Collected data entries
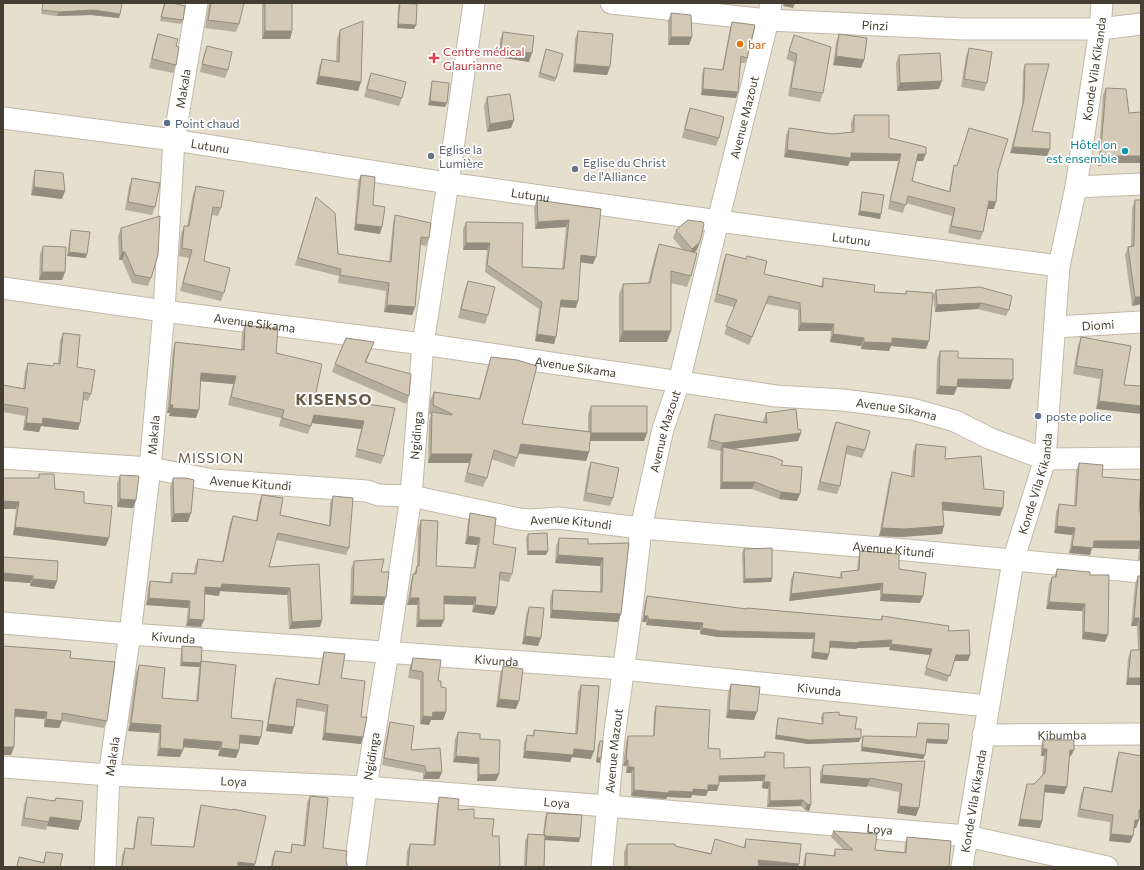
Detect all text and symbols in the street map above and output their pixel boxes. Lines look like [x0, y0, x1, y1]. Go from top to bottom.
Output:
street label: Pinzi [861, 17, 889, 33]
street label: Konde Vila Kikanda [1079, 17, 1108, 121]
place label: bar [748, 37, 766, 51]
marker: bar [735, 39, 745, 49]
place label: Centre médical Glaurianne [443, 44, 525, 72]
marker: Centre médical Glaurianne [428, 52, 440, 64]
street label: Makala [172, 68, 193, 109]
street label: Avenue Mazout [727, 74, 761, 160]
place label: Point chaud [175, 116, 239, 130]
marker: Point chaud [162, 118, 172, 128]
street label: Lutunu [190, 136, 230, 156]
place label: Hôtel on est ensemble [1046, 137, 1117, 165]
place label: Eglise la Lumière [439, 142, 483, 170]
marker: Hôtel on est ensemble [1120, 146, 1130, 156]
marker: Eglise la Lumière [426, 151, 436, 161]
place label: Eglise du Christ de l'Alliance [583, 155, 666, 183]
marker: Eglise du Christ de l'Alliance [570, 164, 580, 174]
street label: Lutunu [510, 185, 551, 204]
street label: Lutunu [831, 229, 872, 248]
street label: Avenue Sikama [213, 310, 296, 335]
street label: Diomi [1081, 317, 1115, 332]
street label: Avenue Sikama [534, 354, 617, 379]
street label: Avenue Mazout [647, 388, 683, 474]
district label: KISENSO [296, 389, 373, 408]
street label: Avenue Sikama [855, 395, 939, 423]
place label: poste police [1046, 409, 1112, 423]
street label: Ngidinga [407, 411, 425, 460]
marker: poste police [1033, 411, 1043, 421]
street label: Makala [144, 415, 162, 455]
street label: Konde Vila Kikanda [1015, 433, 1054, 536]
district label: MISSION [178, 449, 244, 466]
street label: Avenue Kitundi [209, 473, 292, 493]
street label: Avenue Kitundi [529, 511, 612, 531]
street label: Avenue Kitundi [852, 539, 935, 560]
street label: Kivunda [151, 629, 196, 646]
street label: Kivunda [474, 651, 519, 669]
street label: Kivunda [797, 680, 842, 698]
street label: Avenue Mazout [602, 707, 625, 793]
street label: Kibumba [1038, 727, 1086, 742]
street label: Ngidinga [360, 731, 382, 781]
street label: Makala [102, 736, 122, 777]
street label: Konde Vila Kikanda [958, 748, 988, 854]
street label: Loya [220, 773, 247, 788]
street label: Loya [543, 794, 570, 810]
street label: Loya [866, 821, 893, 837]

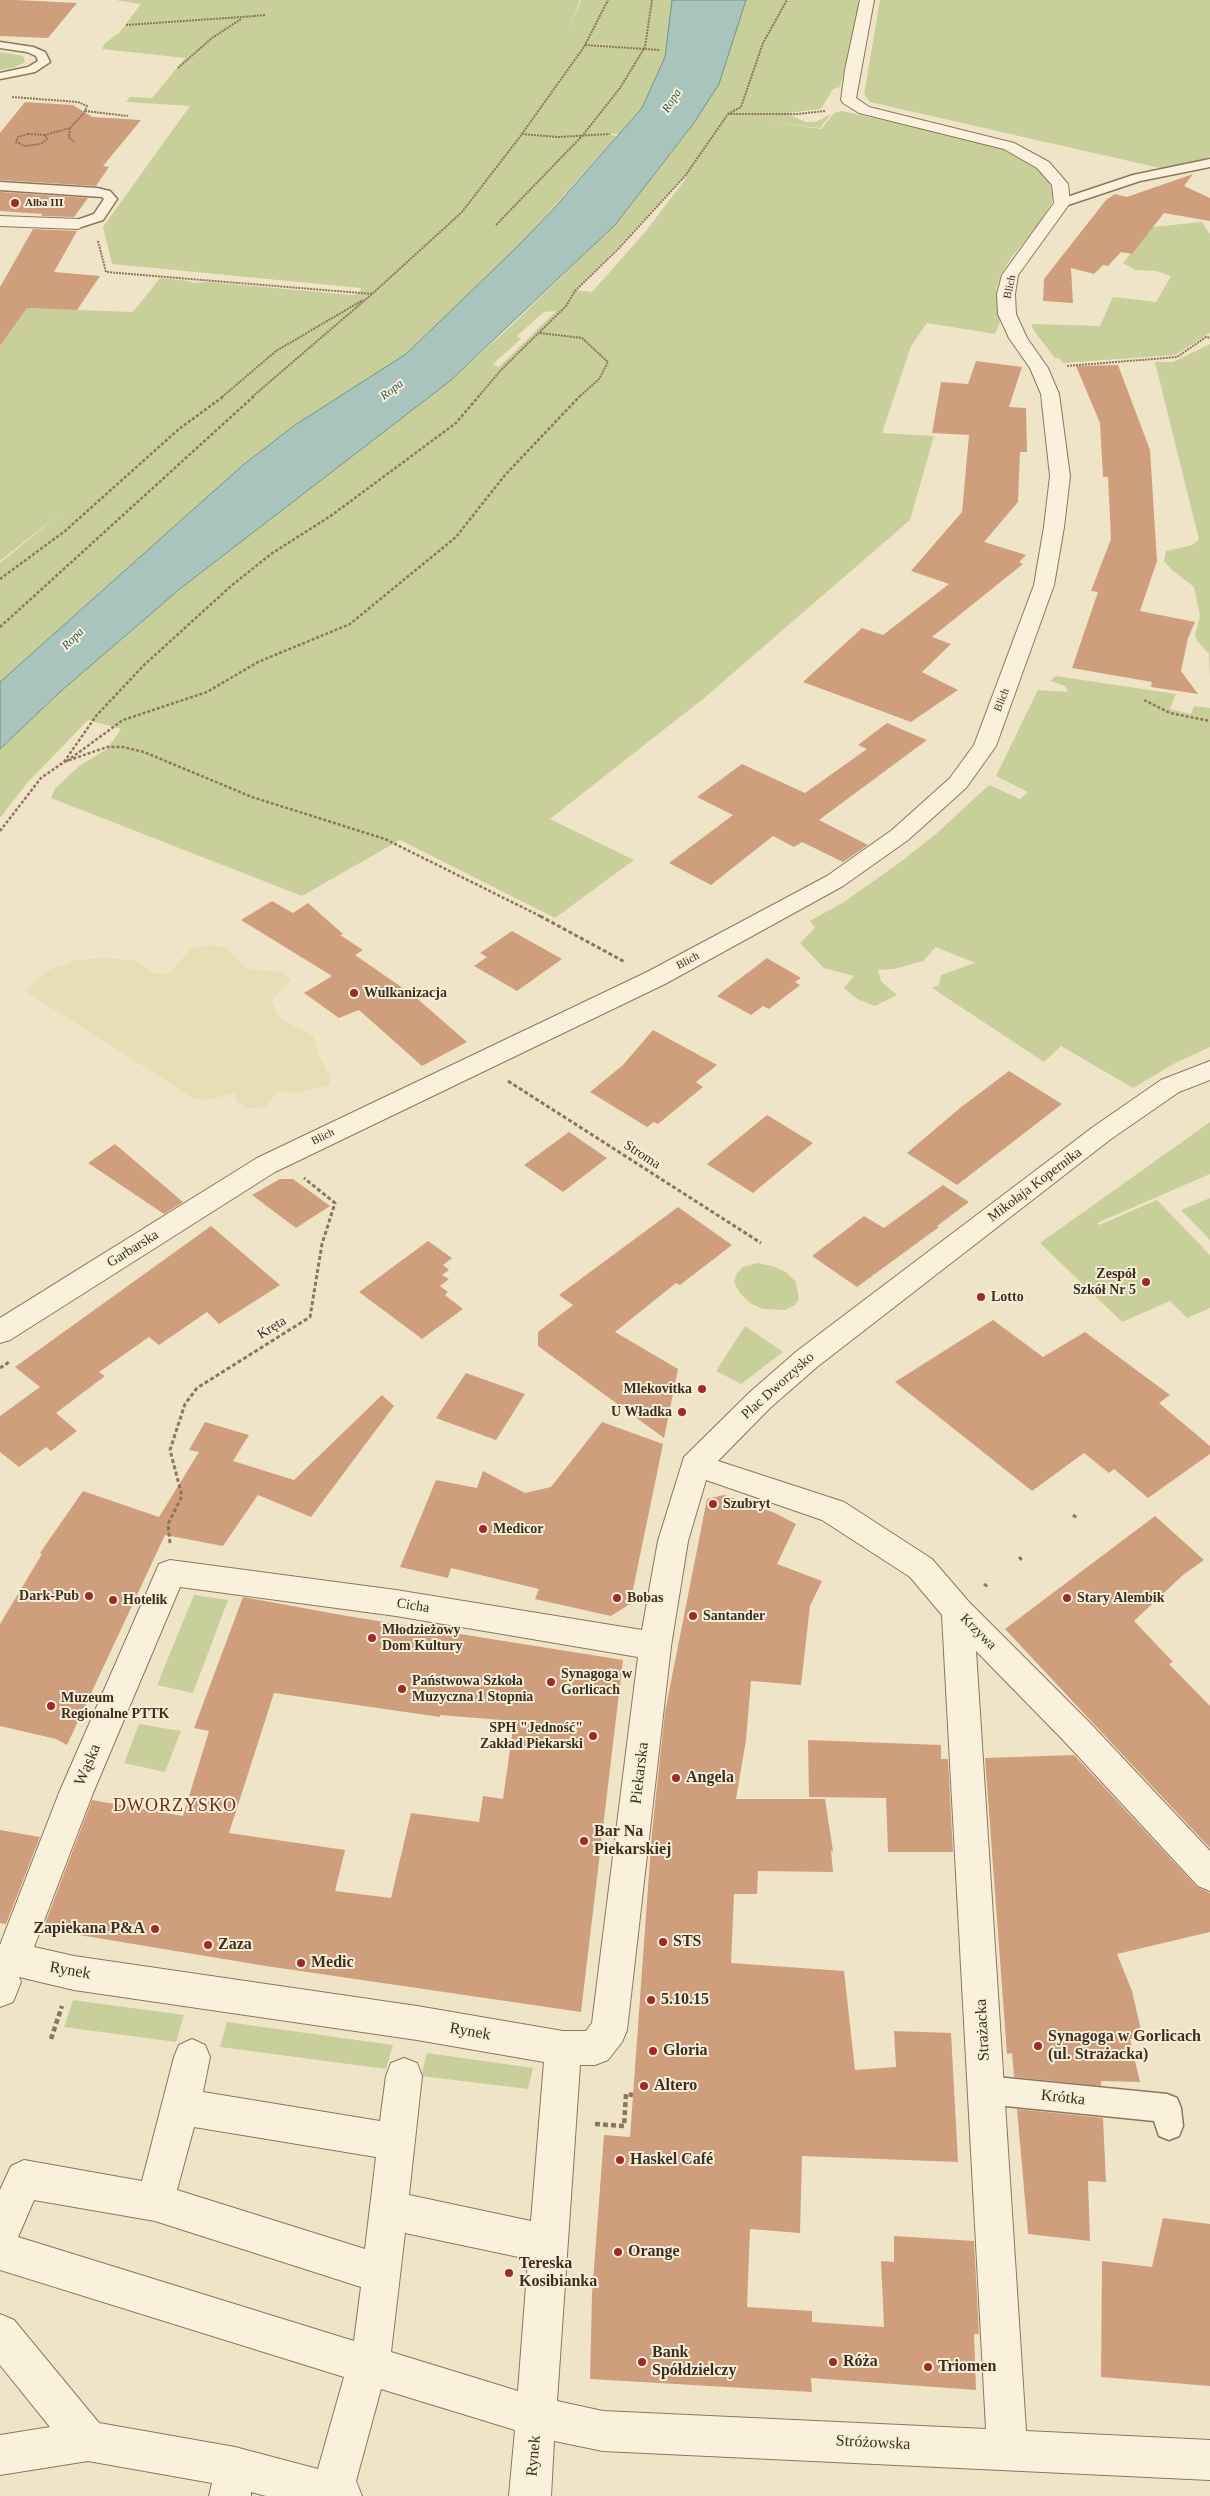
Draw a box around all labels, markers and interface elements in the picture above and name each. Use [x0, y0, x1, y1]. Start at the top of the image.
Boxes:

* [Work instruction]
Give the data again exactly. Keep the images out.

* [Solution for this exercise]
Detect all text and symbols in the street map above and output their pixel boxes. Lines look like [x0, y0, x1, y1]. Go from top to bottom.
Output:
street label: Pinzi [861, 17, 889, 33]
street label: Konde Vila Kikanda [1079, 17, 1108, 121]
place label: bar [748, 37, 766, 51]
marker: bar [735, 39, 745, 49]
place label: Centre médical Glaurianne [443, 44, 525, 72]
marker: Centre médical Glaurianne [428, 52, 440, 64]
street label: Makala [172, 68, 193, 109]
street label: Avenue Mazout [727, 74, 761, 160]
place label: Point chaud [175, 116, 239, 130]
marker: Point chaud [162, 118, 172, 128]
street label: Lutunu [190, 136, 230, 156]
place label: Hôtel on est ensemble [1046, 137, 1117, 165]
place label: Eglise la Lumière [439, 142, 483, 170]
marker: Hôtel on est ensemble [1120, 146, 1130, 156]
marker: Eglise la Lumière [426, 151, 436, 161]
place label: Eglise du Christ de l'Alliance [583, 155, 666, 183]
marker: Eglise du Christ de l'Alliance [570, 164, 580, 174]
street label: Lutunu [510, 185, 551, 204]
street label: Lutunu [831, 229, 872, 248]
street label: Avenue Sikama [213, 310, 296, 335]
street label: Diomi [1081, 317, 1115, 332]
street label: Avenue Sikama [534, 354, 617, 379]
street label: Avenue Mazout [647, 388, 683, 474]
district label: KISENSO [296, 389, 373, 408]
street label: Avenue Sikama [855, 395, 939, 423]
place label: poste police [1046, 409, 1112, 423]
street label: Ngidinga [407, 411, 425, 460]
marker: poste police [1033, 411, 1043, 421]
street label: Makala [144, 415, 162, 455]
street label: Konde Vila Kikanda [1015, 433, 1054, 536]
district label: MISSION [178, 449, 244, 466]
street label: Avenue Kitundi [209, 473, 292, 493]
street label: Avenue Kitundi [529, 511, 612, 531]
street label: Avenue Kitundi [852, 539, 935, 560]
street label: Kivunda [151, 629, 196, 646]
street label: Kivunda [474, 651, 519, 669]
street label: Kivunda [797, 680, 842, 698]
street label: Avenue Mazout [602, 707, 625, 793]
street label: Kibumba [1038, 727, 1086, 742]
street label: Ngidinga [360, 731, 382, 781]
street label: Makala [102, 736, 122, 777]
street label: Konde Vila Kikanda [958, 748, 988, 854]
street label: Loya [220, 773, 247, 788]
street label: Loya [543, 794, 570, 810]
street label: Loya [866, 821, 893, 837]

Draw a box around all labels, markers and interface elements in the picture above and name each. Use [x0, y0, x1, y1]. Start at the top of the image.
Boxes:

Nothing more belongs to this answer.